Journalism

We’re looking forward and back at the internet as the Knight News Challenge turns 10

The year 2007 marked a turn in the history of the internet: Twitter made its debut at SXSW, Facebook grew beyond college dorms, YouTube co-hosted its first Presidential debates, and Steve Jobs introduced the iPhone. Flush with optimism about technology’s potential, Knight Foundation in 2007 announced the winners of the first Knight News Challenge. Open to anyone, the challenge set out to explore new ways of using digital media to accomplish what newspapers did so well in the 20th century: Provide news and information that foster community in towns and cities.

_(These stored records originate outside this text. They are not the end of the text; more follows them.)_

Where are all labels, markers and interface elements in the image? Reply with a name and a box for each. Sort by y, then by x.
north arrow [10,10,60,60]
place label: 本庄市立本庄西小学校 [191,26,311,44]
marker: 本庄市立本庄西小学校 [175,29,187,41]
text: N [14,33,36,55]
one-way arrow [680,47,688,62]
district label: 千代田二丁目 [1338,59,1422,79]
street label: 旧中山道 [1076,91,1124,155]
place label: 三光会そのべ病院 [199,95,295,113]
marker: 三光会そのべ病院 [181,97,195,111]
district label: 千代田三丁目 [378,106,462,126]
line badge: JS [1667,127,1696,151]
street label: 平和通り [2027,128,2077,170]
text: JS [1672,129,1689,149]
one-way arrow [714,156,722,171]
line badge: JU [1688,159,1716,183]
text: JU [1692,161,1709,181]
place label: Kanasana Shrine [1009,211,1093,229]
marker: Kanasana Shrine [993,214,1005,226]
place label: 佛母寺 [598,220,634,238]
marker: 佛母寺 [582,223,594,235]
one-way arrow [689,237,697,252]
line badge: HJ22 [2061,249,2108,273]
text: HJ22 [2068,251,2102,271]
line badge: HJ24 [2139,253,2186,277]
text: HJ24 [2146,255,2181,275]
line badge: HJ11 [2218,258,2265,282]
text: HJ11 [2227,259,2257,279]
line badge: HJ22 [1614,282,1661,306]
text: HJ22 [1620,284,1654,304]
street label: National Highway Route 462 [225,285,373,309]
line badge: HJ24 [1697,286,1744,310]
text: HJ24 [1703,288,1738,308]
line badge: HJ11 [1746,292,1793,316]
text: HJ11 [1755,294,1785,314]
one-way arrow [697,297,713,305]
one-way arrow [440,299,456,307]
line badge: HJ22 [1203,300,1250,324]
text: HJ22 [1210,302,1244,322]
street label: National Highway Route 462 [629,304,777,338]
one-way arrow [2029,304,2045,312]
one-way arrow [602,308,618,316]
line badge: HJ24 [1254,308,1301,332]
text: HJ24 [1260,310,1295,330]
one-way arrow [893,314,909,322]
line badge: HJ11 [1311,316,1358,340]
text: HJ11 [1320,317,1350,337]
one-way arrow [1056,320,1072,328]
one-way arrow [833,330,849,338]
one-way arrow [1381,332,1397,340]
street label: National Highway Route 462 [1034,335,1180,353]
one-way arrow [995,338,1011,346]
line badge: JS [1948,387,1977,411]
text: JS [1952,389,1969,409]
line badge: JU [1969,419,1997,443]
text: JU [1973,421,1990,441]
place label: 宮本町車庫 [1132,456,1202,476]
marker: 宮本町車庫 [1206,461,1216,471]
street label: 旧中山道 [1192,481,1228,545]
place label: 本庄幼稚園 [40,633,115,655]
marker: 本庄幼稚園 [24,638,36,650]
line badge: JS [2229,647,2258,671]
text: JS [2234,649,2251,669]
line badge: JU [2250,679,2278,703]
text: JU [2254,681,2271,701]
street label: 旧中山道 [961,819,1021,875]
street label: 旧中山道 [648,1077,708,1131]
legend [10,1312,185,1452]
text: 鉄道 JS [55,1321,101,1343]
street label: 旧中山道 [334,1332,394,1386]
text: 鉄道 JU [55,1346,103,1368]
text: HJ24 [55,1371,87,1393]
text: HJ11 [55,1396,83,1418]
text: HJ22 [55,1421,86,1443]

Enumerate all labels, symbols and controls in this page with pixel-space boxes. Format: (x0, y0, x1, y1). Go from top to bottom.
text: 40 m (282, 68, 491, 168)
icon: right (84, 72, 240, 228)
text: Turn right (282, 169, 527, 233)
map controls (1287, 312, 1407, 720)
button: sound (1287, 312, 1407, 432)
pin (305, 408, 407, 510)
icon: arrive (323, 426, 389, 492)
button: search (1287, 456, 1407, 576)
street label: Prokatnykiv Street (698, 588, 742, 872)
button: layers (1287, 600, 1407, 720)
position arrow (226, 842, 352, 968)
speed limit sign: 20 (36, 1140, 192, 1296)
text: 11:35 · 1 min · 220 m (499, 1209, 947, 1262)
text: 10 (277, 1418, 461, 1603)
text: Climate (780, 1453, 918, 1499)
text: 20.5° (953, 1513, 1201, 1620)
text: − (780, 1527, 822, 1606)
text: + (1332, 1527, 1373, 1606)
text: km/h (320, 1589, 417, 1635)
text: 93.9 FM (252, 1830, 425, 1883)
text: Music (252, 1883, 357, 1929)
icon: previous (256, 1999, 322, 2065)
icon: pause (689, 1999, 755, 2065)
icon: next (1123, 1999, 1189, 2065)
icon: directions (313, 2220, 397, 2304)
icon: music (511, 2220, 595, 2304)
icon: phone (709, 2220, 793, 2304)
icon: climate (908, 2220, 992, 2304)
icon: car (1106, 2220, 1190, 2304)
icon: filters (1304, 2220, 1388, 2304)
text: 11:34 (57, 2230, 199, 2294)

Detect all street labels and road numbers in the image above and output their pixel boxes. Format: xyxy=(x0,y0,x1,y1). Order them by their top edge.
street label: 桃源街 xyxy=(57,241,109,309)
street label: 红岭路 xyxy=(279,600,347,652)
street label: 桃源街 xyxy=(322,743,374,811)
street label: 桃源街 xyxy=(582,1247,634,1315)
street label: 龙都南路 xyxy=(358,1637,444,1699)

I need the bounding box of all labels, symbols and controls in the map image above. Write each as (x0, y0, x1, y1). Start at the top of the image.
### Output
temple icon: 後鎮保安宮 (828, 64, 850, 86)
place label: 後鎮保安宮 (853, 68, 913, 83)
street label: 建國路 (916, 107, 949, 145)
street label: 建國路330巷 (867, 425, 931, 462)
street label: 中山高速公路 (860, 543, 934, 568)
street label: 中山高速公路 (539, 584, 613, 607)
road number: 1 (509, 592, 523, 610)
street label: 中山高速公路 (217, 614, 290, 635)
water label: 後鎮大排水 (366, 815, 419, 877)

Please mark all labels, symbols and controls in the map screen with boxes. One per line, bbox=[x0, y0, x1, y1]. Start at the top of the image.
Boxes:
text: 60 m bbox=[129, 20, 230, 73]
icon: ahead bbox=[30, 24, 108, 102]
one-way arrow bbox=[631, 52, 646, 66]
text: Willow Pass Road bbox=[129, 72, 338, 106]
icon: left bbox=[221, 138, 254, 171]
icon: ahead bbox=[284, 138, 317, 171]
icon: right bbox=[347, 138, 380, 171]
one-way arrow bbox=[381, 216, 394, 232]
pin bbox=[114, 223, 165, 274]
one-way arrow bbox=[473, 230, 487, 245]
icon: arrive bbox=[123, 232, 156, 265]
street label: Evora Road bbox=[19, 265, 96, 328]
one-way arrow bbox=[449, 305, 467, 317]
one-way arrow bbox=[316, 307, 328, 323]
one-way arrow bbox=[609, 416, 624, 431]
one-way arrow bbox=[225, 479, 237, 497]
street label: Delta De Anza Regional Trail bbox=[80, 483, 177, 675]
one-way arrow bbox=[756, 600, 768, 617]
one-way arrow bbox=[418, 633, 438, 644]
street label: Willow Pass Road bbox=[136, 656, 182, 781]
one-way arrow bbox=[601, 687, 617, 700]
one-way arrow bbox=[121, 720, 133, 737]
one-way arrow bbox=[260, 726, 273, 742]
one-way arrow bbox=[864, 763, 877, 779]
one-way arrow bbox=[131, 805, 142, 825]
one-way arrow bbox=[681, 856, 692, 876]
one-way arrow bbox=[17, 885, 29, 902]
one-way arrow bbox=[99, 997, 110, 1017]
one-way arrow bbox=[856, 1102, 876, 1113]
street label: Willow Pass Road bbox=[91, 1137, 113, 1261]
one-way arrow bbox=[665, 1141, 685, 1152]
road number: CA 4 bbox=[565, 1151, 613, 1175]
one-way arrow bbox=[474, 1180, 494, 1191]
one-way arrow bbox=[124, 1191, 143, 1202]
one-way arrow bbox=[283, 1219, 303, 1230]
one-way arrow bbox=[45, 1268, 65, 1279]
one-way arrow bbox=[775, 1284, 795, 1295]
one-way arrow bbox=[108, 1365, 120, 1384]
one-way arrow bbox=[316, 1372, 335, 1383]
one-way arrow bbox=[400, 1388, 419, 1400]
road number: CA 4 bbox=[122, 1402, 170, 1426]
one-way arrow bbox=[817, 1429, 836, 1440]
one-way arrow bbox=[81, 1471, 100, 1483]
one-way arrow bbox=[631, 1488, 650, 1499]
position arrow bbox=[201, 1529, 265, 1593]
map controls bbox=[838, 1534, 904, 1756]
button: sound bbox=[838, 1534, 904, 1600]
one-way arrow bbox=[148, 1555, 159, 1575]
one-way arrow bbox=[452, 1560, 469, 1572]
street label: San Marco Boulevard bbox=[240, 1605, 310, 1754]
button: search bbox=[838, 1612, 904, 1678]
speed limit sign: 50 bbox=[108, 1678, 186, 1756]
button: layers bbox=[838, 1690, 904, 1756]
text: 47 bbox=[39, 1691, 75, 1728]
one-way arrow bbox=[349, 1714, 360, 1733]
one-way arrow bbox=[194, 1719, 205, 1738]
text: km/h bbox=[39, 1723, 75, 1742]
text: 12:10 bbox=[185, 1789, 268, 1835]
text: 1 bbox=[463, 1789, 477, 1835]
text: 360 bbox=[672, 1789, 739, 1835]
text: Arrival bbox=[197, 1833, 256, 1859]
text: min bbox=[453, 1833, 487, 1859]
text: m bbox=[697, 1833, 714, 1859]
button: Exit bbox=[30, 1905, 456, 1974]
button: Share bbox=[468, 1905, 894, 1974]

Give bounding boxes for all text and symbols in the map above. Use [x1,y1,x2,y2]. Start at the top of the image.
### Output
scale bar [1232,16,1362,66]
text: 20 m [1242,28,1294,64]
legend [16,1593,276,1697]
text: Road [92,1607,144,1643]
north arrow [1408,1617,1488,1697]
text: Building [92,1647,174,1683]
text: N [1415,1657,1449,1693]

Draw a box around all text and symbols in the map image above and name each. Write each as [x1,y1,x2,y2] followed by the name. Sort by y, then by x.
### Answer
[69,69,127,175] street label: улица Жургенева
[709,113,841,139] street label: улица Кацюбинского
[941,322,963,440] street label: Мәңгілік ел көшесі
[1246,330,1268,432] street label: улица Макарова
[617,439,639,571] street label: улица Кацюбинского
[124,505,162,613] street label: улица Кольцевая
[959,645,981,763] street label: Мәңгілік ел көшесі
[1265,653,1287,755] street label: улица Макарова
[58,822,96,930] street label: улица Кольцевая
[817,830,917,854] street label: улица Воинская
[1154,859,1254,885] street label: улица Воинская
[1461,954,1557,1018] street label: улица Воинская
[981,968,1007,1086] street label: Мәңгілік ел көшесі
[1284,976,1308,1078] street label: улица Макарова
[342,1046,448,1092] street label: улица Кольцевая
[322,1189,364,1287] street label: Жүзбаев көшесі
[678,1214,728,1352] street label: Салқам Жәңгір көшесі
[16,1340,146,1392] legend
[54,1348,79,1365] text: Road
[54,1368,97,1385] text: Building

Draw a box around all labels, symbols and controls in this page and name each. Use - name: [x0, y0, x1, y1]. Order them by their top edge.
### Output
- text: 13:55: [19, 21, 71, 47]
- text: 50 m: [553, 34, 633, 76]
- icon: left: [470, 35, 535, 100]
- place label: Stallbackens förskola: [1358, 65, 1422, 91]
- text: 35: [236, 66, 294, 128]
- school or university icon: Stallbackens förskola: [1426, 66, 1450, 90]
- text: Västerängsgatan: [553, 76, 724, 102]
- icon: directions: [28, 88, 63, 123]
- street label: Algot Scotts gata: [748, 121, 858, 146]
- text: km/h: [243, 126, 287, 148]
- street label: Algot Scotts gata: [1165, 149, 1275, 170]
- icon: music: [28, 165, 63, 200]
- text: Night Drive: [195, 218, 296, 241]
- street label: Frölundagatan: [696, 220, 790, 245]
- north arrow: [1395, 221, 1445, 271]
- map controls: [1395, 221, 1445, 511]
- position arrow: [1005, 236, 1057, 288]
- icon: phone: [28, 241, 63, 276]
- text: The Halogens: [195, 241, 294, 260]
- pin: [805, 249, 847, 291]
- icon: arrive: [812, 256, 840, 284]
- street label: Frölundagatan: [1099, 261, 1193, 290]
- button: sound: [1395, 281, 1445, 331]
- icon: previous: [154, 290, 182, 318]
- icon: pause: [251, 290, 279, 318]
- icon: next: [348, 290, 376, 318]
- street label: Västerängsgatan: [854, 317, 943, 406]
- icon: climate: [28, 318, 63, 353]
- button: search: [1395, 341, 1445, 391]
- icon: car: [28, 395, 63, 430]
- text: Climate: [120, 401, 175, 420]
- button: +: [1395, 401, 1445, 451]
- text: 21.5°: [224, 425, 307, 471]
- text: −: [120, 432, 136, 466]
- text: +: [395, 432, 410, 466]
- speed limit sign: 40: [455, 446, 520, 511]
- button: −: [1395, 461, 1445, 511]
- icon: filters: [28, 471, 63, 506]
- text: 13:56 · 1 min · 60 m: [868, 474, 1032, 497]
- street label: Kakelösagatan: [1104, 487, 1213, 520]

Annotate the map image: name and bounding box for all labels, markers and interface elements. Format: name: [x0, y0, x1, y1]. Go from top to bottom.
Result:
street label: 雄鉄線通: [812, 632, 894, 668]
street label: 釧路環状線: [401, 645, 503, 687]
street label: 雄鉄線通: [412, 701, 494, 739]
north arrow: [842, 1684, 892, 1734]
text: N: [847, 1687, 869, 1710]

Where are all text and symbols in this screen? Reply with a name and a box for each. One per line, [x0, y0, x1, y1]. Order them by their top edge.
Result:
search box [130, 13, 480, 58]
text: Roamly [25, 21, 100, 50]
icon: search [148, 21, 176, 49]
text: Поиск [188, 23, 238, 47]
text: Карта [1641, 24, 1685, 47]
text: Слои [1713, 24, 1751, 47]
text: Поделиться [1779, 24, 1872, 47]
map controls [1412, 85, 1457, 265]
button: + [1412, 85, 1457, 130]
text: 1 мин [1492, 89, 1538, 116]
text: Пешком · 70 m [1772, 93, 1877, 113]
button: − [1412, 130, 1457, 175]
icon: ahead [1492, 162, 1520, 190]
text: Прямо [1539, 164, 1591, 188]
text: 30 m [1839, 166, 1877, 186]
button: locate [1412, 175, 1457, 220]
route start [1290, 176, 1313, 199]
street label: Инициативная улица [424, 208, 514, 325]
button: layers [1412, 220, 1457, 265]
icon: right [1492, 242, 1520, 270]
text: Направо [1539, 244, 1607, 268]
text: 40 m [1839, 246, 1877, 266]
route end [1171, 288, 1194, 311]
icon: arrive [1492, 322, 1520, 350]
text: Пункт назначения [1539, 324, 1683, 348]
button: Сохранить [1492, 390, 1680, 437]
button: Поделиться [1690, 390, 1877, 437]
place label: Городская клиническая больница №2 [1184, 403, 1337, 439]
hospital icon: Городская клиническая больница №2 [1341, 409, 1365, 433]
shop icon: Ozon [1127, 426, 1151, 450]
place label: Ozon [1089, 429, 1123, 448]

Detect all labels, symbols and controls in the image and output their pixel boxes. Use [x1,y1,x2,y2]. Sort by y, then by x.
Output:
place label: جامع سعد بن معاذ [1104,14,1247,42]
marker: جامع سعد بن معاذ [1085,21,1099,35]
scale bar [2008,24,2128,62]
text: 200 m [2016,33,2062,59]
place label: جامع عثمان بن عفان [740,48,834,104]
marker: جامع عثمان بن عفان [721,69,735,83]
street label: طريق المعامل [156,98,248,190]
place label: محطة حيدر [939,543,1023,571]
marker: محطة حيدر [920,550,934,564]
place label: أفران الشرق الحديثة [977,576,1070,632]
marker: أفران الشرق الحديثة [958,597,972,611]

In 10 years, Knight reviewed more than 10,000 News Challenge applications and provided more than $50 million in funding to 190 projects. Winners include leading internet entrepreneurs, emerging media innovators and established newsrooms. But despite innovations, journalism’s business model is still faltering. And early optimism about technology’s power to transform the world for good has been tarnished by concerns about false information, bullying and the loss of the public square.

To explore what we’ve learned about the internet since 2007 and what we might expect over the next decade, we’ve invited a dozen entrepreneurs, journalists and scholars for an afternoon of dialogue Nov. 16 in New York. They include:

Susan Crawford

Susan Crawford

Harvard University
Eric Gundersen

Eric Gundersen

Mapbox
Nancy Lublin

Nancy Lublin

Crisis Text Line
Katherine Maher

Katherine Maher

Wikimedia Foundation
Tony Marx

Tony Marx

New York Public Library
Jennifer Pahlka

Jennifer Pahlka

Code for America
Paul Steiger

Paul Steiger

ProPublica
Yancy Strickler

Yancy Strickler

Kickstarter
Laura Weidman-Powers

Laura Weidman-Powers

Code2040
Ethan Zuckerman

Ethan Zuckerman

Center for Civic Media, MIT Media Lab

On the day of the event, we’ll publish a report looking at the impact of 10 years of the Knight News Challenge, and announce new grants to advance the work of eight past Knight News Challenge winners. We’ll also profile 10 News Challenge winners, exploring their views on the internet past and present. The first of those profiles is DocumentCloud, which quickly went from startup to newsroom standard.

We expect this look forward and back will influence Knight grant-making, and feed into the work of the Knight Commission on Trust, Media and Democracy, which will be seeking over the next year to identify solutions to the crisis of trust facing media and other institutions that underpin democracy.

I’ve been involved with the Knight News Challenge for 7 1/2 of those 10 years; here are some of the things I’ve learned: 

  1. It’s much more than journalism. We’ve run the challenge with a broad definition of “news.” Grantees such as the Awesome Foundation, New York Public Library and Crisis Text Line may not have been what we had in mind when we launched the challenge 10 years ago, but they and projects like them have helped to advance the public’s access to information, and their ability to negotiate the world around them.  

  2. Big isn’t always better. Halfway through the News Challenge, in 2012, we launched a prototype fund, to support the testing of early stage ideas. We did so with the expectation that many of the projects we’d support would not work. Among those that have grown and continue to thrive today are mRelief, dat, This American Life, History Pin and Hollaback, as well as the 20 projects addressing misinformation that we funded earlier this year.

  3. Civic innovation must come from within not just from the outside. In 2013 we funded 14 projects in our News Challenge on Open Gov, asking “How might we improve the way citizens and governments interact?” One of our learnings was that it’s really hard to improve government if you aren’t on the inside. We followed up by supporting internal innovators through two News Challenges on libraries and a set of grants helping city government develop smart sensor projects.

  4. Community matters. We have not run 10 years of News Challenges on our own. We’ve collaborated with Robert Wood Johnson Foundation, Mozilla Foundation, Rita S. Allen Foundation, Hewlett Foundation, the Democracy Fund, Mozilla Foundation, the California HealthCare Foundation and Google. In each challenge, we’ve enlisted dozens of people to help us review entries. A highlight of each has been the in-person meeting we hold in Miami. Ostensibly, these meetings are to select the finalists in the contest, but I’ve found that the conversation that takes place afterwards even more valuable. What we’ve heard in those informal moments led to our work with nonprofit local news organizations, libraries and the Prototype Fund. 

I know that the conversations at the Nov. 16 gathering will be valuable, as we look at how to ensure future innovations can help communities get the news and information they need.